Péter Bárándy, a lawyer and former Minister of Justice, was with Péter Magyar on Wednesday at the Central Investigative General Prosecutor’s Office. The left-liberal lawyer’s public life activity – as is typical of the Bárándy clan – previously also upset the moods of the domestic public in special contexts – wrote the Firewall group.
A case of plagiarism
In 2013, our paper reported that a large part of the Együtt 2014 election movement’s draft constitution was a literal copy of the draft prepared by the then Minister of Justice and Law Enforcement József Petrétei in June 2006 during the second Gyurcsány government, raising suspicions of political plagiarism. Comparing the two materials, it became clear: there are a lot of verbatim paragraphs in the Bajnai’s concept.
As HVG reported at the time, the Együtt 2014 draft constitution was put on the table by former Minister of Justice Péter Bárándy when, among others, he negotiated with his son, MSZP representative Gergelly Bárándy.

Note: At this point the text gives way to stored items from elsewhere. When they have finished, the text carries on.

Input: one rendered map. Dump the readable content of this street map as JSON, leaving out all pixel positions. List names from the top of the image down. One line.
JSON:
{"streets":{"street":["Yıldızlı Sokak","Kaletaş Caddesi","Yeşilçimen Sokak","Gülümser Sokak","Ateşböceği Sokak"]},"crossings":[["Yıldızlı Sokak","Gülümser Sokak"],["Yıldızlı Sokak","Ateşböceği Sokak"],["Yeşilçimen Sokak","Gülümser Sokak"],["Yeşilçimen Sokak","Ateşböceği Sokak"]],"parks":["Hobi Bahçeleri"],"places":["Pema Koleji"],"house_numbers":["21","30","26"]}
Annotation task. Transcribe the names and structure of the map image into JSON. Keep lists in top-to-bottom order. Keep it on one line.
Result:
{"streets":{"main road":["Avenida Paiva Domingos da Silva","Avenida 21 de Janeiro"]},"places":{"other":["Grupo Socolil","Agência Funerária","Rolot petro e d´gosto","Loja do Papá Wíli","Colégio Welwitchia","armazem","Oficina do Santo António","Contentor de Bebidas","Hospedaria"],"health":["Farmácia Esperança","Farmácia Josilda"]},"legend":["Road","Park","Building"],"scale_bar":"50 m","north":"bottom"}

However, no one from Együtt 2014 indicated that József Petrétei had contributed to the drafting of their constitution, or that he had given permission to take the texts written by him verbatim. According to the paper’s estimate, approximately 60-70 percent of the Bajnais’ draft showed a suspicious overlap with Petrétei’s work.
Broker case, Portik case
In 2005, Péter Bárándy’s name came up in connection with the brokerage case, when Henrik Schönthal voluntarily surrendered to the Hungarian authorities, as whose lawyer Bárándy came under the crossfire of attacks, and was therefore forced to withdraw. An international arrest warrant was previously issued once morest Schönthal, who is in the USA; Schönthal was a member of offshore companies entitled to make decisions regarding money and accounts, and according to the suspicions that arose at the time, the money from the crimes committed by Attila Kulcsár was transferred through these offshore companies to two Syrian citizens who were also suspects in the case at the time.
Schönthal was suspected of complicity in the disappearance of HUF 6.2 billion, and Péter Bárándy undertook to defend him by not signing Schönthal’s arrest warrant as the Minister of Justice of the Medgyessy government.
According to the clear point of view of the lawyers – who from time to time discredit the professional-ethical point of view – Bárándy made a serious mistake when he took on the defense of Schönthal, because although lawyers can take on cases with great freedom, it is also legally wrong for a lawyer to become the defender of the suspect for whom in principle, he was previously his “chaser”, but whose extradition he did not sign. Péter Bárándy began to deny his conflict of interest, but in the end he tried to escape from the scandalous story by resigning from Schöntal’s defense.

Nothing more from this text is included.